• WHAT THE TASK REQUIRES: Lines from the records below that contain the word "direction" are to be copied out.

========================================

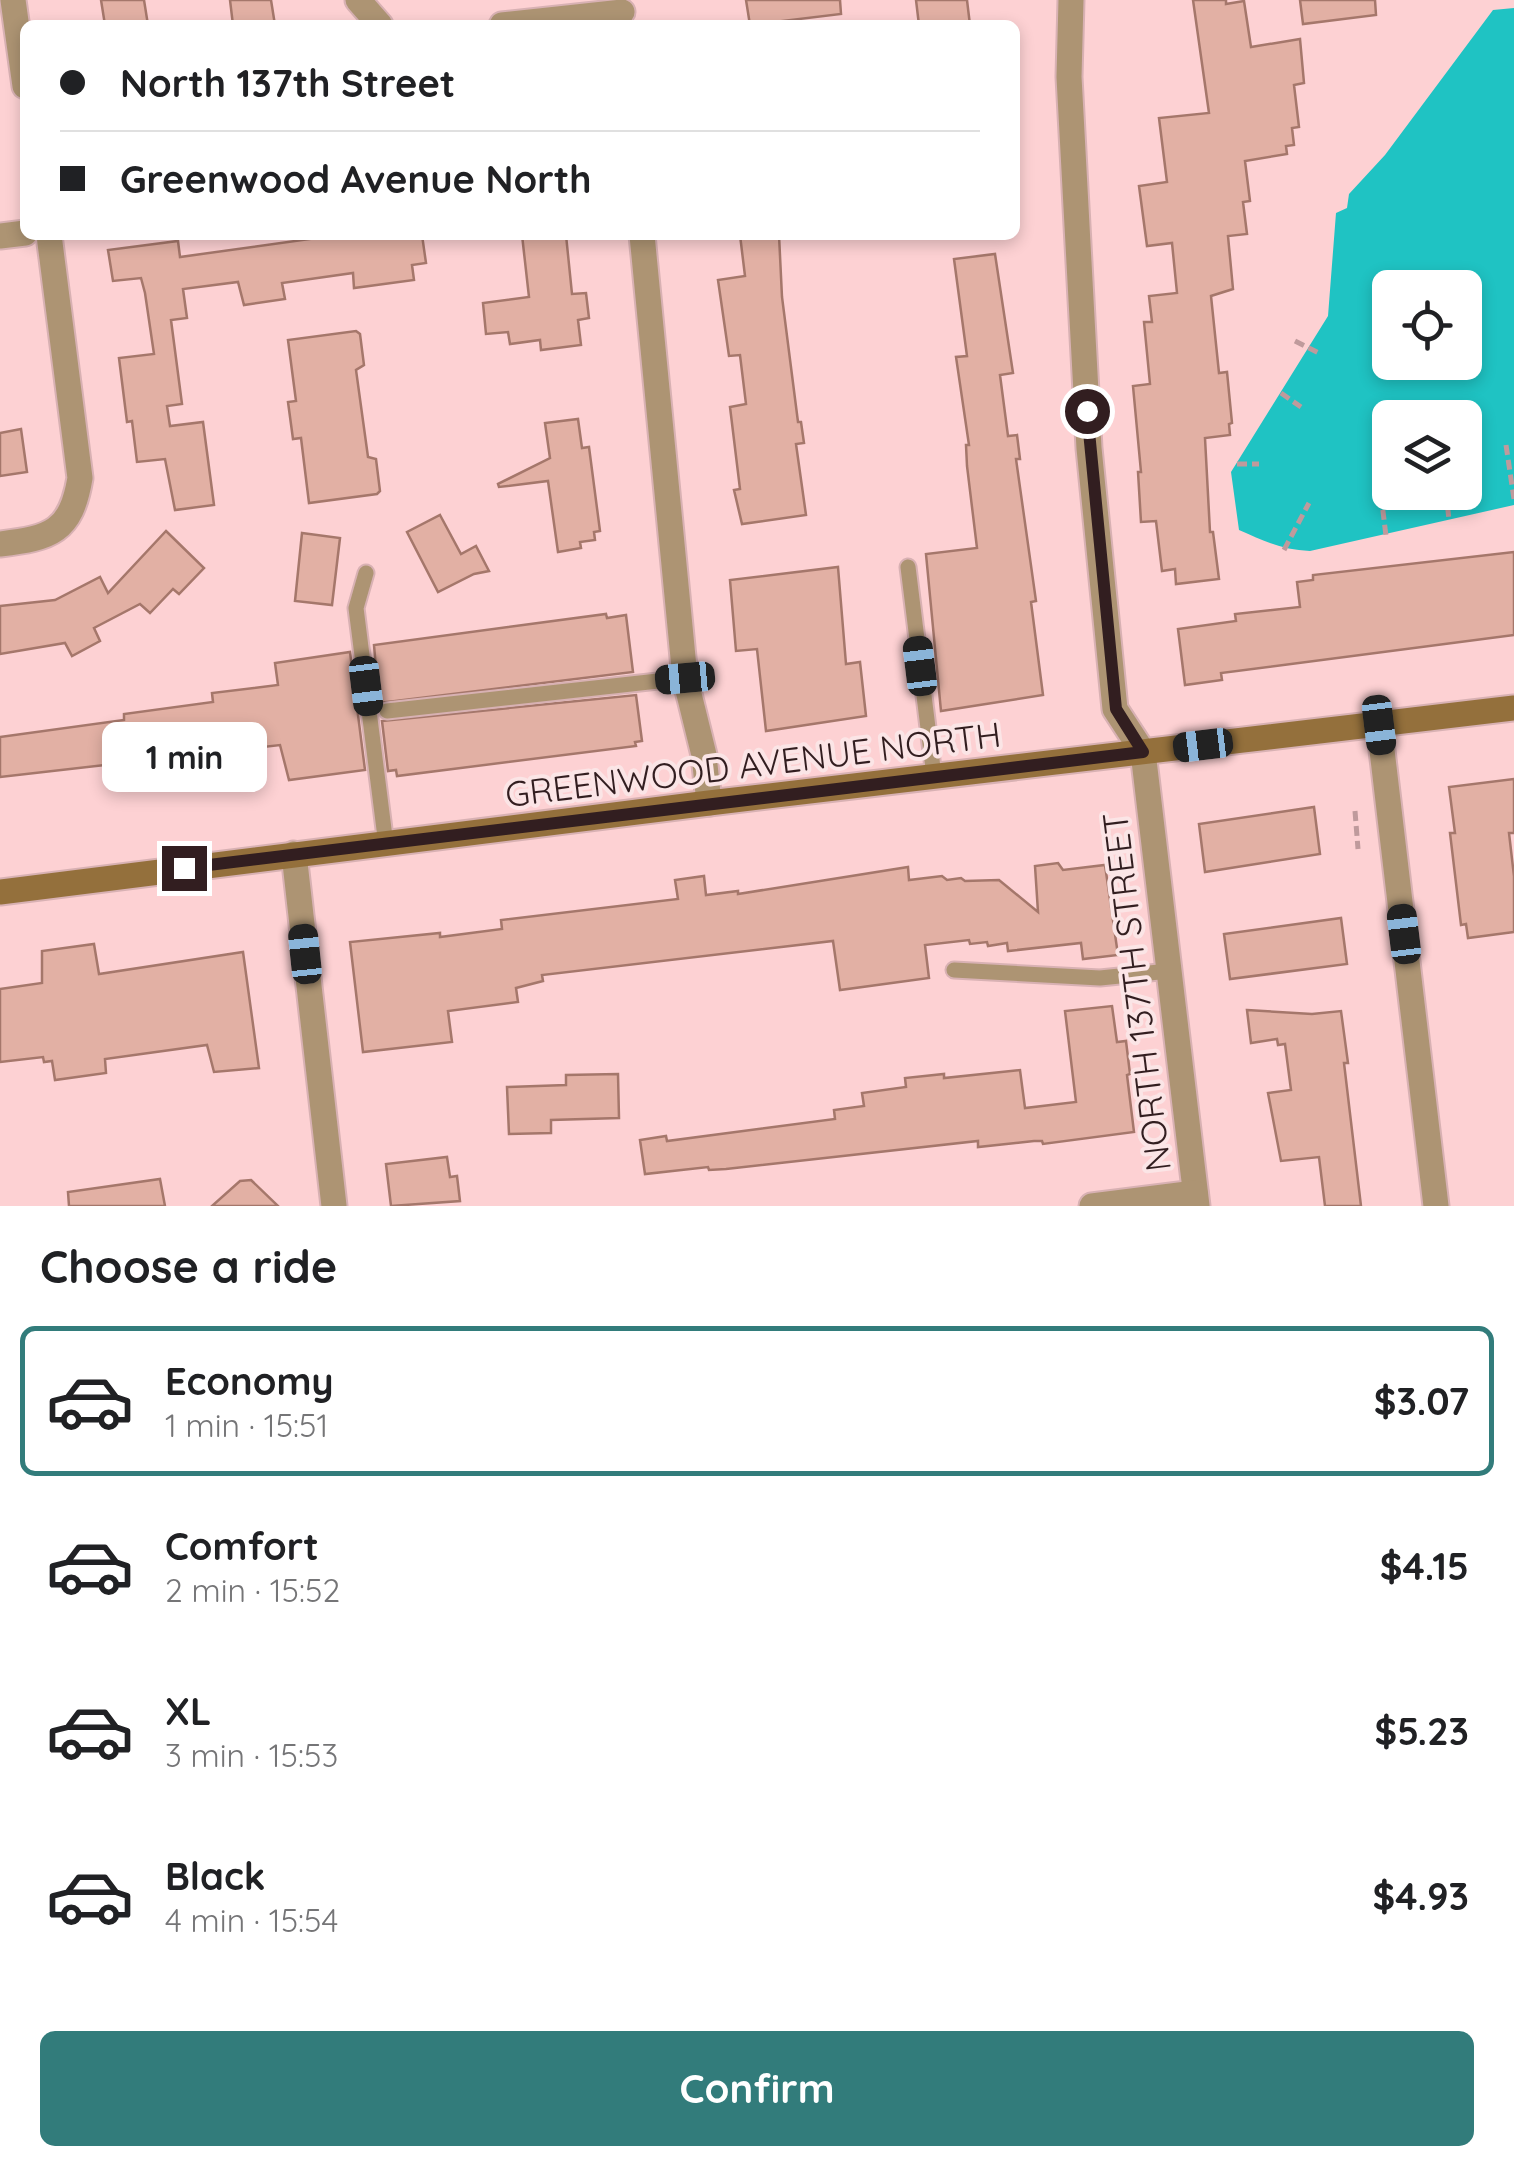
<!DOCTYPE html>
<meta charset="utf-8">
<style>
:root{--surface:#fff;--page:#f2f2f2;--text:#202124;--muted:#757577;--line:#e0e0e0;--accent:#327c7b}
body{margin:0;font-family:Quicksand,sans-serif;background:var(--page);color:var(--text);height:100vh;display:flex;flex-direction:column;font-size:38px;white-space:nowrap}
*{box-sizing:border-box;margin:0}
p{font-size:32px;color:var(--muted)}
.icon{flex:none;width:55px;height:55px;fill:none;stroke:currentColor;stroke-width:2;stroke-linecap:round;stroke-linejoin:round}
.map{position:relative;height:1206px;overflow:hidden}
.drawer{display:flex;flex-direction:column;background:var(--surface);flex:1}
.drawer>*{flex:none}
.hud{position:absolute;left:20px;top:20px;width:1000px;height:220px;border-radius:15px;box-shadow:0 5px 15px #0003;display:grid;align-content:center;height:220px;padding:0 40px;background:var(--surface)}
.tools{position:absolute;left:1372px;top:270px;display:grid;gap:20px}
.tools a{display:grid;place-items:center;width:110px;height:110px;border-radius:15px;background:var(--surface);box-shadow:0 5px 15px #0003;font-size:50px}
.end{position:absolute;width:45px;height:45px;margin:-22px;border:12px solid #321e20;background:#fff;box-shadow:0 0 0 5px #fff}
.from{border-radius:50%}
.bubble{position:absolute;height:70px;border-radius:15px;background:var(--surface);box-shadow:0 5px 15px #0003;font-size:32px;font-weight:800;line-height:70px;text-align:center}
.car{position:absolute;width:30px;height:60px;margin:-30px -15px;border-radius:12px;box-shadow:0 0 8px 2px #0007;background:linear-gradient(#222 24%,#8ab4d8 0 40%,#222 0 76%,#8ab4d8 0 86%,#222 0)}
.hud b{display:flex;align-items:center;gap:35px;height:95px;font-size:38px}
.hud b+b{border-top:2px solid var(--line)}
.hud i{width:25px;height:25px;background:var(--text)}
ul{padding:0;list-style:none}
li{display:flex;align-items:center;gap:30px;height:150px;margin:0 20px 15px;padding:0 20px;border:5px solid transparent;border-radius:15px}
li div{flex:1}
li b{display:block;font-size:38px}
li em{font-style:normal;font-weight:800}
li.active{border-color:var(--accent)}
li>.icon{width:90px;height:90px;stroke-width:1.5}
h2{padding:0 40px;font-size:45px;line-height:120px}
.action{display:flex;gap:20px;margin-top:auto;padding:20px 40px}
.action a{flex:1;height:115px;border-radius:15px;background:var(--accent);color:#fff;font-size:40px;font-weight:800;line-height:115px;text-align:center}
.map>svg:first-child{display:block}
</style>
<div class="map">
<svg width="1514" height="1206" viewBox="0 0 1514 1206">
<rect width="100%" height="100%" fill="#fdd1d3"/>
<!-- water -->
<path fill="#1fc3c3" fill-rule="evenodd" d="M1514 8V505L1310 551C1282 550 1264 541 1239 530L1231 472 1328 316 1336 213 1347 208 1349 194 1385 155 1493 10ZM1390 288H1465V362H1390ZM1390 418H1465V492H1390Z"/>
<!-- building -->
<g fill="#e2b0a4" stroke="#a5776b" stroke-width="2.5">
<polygon points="101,0 144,0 148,25 105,25"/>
<polygon points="230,0 271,0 275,25 233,25"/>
<polygon points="746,0 840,0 841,14 750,25"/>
<polygon points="916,0 967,0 970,25 919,25"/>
<polygon points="1193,0 1226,0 1226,4 1244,1 1251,47 1300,39 1304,83 1294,85 1299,127 1292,128 1294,145 1286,146 1287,154 1245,161 1250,201 1243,202 1247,234 1228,236 1233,289 1211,296 1219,373 1227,372 1232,423 1229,424 1230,435 1205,438 1210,532 1213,532 1219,579 1176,584 1175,569 1162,571 1156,521 1141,522 1138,472 1141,472 1133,386 1150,384 1144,322 1152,322 1149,296 1177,293 1172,243 1147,246 1139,186 1167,182 1159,118 1209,113"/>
<polygon points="1300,0 1375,0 1376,15 1303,24"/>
<polygon points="338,235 422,235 426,263 412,265 414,280 354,288 353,273 282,283 285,299 244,305 238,282 183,289 187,318 171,320 182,404 167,406 170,426 203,422 214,505 175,510 165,459 137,462 132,421 127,422 119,358 154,354 145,293 141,278 113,281 108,250 178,241 180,257"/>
<polygon points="522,235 566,235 572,294 586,293 589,318 578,320 581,345 541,350 540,340 510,344 508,332 486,334 483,303 529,297"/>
<polygon points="740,235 779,235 782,297 798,422 801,422 804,443 796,444 806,515 742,524 734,490 740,489 730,407 746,404 740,355 729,356 718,280 745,276"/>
<polygon points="995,254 1013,373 1000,375 1008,436 1017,435 1020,459 1016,459 1036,601 1031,602 1043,695 941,711 926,554 977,548 967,466 966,445 969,445 956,357 967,356 954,259"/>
<polygon points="356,331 360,334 364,365 356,370 368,457 376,459 380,491 377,494 309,503 301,438 293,439 288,402 296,401 288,340"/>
<polygon points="578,419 582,448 589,447 600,531 594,532 595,540 580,542 581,548 558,552 548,481 499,487 498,484 550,458 545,423"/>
<polygon points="21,429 27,472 0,476 0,433"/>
<polygon points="440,515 461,554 476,546 489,571 474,574 438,592 407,532"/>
<polygon points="166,531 204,568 179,594 173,589 150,613 140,604 94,628 100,641 72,656 65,643 0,654 0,606 55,600 100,577 108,593"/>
<polygon points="302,533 340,538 332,605 295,601"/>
<polygon points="1514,552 1514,635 1221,673 1222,680 1185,685 1178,629 1236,621 1235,614 1300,607 1297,582 1313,580 1313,575"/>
<polygon points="838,567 846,664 860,662 866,716 766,731 757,649 736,651 730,580"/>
<polygon points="606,614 607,618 626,615 633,672 379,703 374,645"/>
<polygon points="350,652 365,770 289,780 280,745 0,777 0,737 124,720 124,714 213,702 212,693 278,685 275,663"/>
<polygon points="636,695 642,741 635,742 636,746 397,776 396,770 388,771 382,721"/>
<polygon points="1514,779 1514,833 1509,833 1514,876 1514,932 1468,938 1466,924 1461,925 1450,833 1455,833 1449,787"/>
<polygon points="1314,807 1320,854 1205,872 1199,824"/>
<polygon points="1058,863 1063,870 1105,865 1118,955 1083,959 1081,943 1008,951 1007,943 988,946 987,942 970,944 969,940 925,945 929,978 840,990 833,941 542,975 543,981 516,988 518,1002 448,1011 452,1042 363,1052 350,942 440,933 440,937 502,929 501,920 678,899 675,880 704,876 706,895 738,891 738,894 908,867 909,880 942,876 947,880 961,878 965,881 999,880 1038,912 1035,866"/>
<polygon points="1341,918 1347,964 1230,979 1224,934"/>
<polygon points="94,944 99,974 243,952 259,1068 214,1072 207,1045 105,1059 106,1073 55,1080 52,1061 44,1062 43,1057 0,1062 0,989 42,983 42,951"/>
<polygon points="1112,1006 1117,1042 1126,1041 1130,1074 1127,1075 1134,1132 1043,1144 1042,1141 1034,1141 978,1147 978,1141 726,1169 709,1170 708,1167 645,1174 640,1140 666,1136 667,1141 835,1119 834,1110 864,1106 862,1093 906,1087 905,1078 944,1074 944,1078 1020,1070 1025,1108 1076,1102 1065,1011"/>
<polygon points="1247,1010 1312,1014 1341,1011 1348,1063 1344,1063 1361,1206 1325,1206 1319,1157 1281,1161 1268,1093 1291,1090 1285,1044 1278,1045 1277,1039 1251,1043"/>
<polygon points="618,1074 619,1118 551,1120 551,1133 509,1134 507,1087 566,1085 566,1075"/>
<polygon points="447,1157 450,1177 457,1176 460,1201 391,1206 386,1164"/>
<polygon points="160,1179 165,1206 69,1206 68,1192"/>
<polygon points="251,1180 278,1206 212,1206 240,1181"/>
</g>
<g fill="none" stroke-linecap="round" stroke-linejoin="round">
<defs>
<g id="lane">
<polyline points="908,567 934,776"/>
<polyline points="366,573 356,608 386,845"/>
<polyline points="387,711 685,678"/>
<polyline points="954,970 1100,978 1169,971"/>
</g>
<g id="street">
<polyline points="13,0 25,86"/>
<polyline points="358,0 380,25"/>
<polyline points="1071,0 1069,77 1089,448 1115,709 1143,752 1197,1206"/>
<polyline points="502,25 622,12"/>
<polyline points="642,235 685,678 704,755 709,803"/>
<polyline points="0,236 25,233"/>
<path d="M0 544C51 538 71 532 80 478L49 235"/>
<polyline points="1379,725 1436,1206"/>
<polyline points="294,854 334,1206"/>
<polyline points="1092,1206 1195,1193"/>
</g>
<polyline id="secondary" points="0,892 709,803 1514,708"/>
</defs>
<!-- lane casing -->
<use href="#lane" stroke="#d8b1b3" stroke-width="19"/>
<!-- street casing -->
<use href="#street" stroke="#d8b1b3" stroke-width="29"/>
<!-- secondary casing -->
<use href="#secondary" stroke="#d8b1b3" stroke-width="29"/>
<!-- path -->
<g stroke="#bf9a9c" stroke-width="5" stroke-dasharray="10 5" stroke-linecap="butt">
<polyline points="1295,341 1321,354"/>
<polyline points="1281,393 1301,407"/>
<polyline points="1506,445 1514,499"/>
<polyline points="1237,464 1259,464"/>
<polyline points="1446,492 1449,520"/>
<polyline points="1381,495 1386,536"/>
<polyline points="1284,550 1309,503"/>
<polyline points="1355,811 1358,849"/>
</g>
<!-- lane -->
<use href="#lane" stroke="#ad9473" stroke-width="15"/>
<!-- street -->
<use href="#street" stroke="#ad9473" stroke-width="25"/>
<!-- secondary -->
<use href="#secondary" stroke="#94703c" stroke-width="25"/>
</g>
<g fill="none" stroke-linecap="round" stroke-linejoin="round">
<!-- route -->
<polyline stroke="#321e20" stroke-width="12" points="184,868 1143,752 1116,709 1087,411"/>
</g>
<g text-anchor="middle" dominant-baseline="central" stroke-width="8" stroke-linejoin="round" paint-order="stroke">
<!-- street labels -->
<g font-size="35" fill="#321e20" stroke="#fbe5e6">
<text transform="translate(753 764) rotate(-7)">GREENWOOD AVENUE NORTH</text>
<text transform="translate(1136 992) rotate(-97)">NORTH 137TH STREET</text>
</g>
</g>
</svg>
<div class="tools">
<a><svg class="icon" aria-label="locate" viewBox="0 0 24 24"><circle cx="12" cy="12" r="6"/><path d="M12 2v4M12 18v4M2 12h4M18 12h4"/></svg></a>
<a><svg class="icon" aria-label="layers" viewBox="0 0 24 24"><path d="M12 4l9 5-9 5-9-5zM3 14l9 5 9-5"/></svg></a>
</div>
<i class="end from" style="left:1087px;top:411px"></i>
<i class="end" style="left:184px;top:868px"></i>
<div class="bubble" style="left:102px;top:722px;width:165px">1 min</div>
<i class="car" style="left:920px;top:666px;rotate:353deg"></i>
<i class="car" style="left:685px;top:678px;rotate:265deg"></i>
<i class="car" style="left:366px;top:686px;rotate:173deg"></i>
<i class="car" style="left:1379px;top:725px;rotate:173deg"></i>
<i class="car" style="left:1203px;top:745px;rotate:263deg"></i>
<i class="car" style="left:1404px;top:934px;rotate:353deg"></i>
<i class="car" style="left:305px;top:954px;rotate:354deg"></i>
<div class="hud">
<b><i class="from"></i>North 137th Street</b>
<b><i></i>Greenwood Avenue North</b>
</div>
</div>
<section class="drawer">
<h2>Choose a ride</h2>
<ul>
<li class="active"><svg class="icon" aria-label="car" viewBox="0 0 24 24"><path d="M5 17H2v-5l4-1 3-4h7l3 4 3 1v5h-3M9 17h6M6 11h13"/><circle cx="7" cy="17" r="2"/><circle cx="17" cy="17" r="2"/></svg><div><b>Economy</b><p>1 min · 15:51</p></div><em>$3.07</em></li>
<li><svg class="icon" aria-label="car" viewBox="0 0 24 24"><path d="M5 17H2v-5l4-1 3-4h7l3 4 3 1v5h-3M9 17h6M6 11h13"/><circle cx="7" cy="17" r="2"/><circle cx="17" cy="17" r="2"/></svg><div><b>Comfort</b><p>2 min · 15:52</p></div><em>$4.15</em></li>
<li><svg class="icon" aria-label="car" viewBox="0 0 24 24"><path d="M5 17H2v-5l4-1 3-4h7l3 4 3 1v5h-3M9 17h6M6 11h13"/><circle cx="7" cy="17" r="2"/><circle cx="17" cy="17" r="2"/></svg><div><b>XL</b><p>3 min · 15:53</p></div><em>$5.23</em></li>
<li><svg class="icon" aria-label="car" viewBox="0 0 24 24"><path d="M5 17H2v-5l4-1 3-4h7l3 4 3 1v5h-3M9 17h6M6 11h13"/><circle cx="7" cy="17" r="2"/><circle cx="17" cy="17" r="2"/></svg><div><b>Black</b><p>4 min · 15:54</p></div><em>$4.93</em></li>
</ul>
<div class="action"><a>Confirm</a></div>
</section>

========================================

• TASK RESPONSE:
body{margin:0;font-family:Quicksand,sans-serif;background:var(--page);color:var(--text);height:100vh;display:flex;flex-direction:column;font-size:38px;white-space:nowrap}
.drawer{display:flex;flex-direction:column;background:var(--surface);flex:1}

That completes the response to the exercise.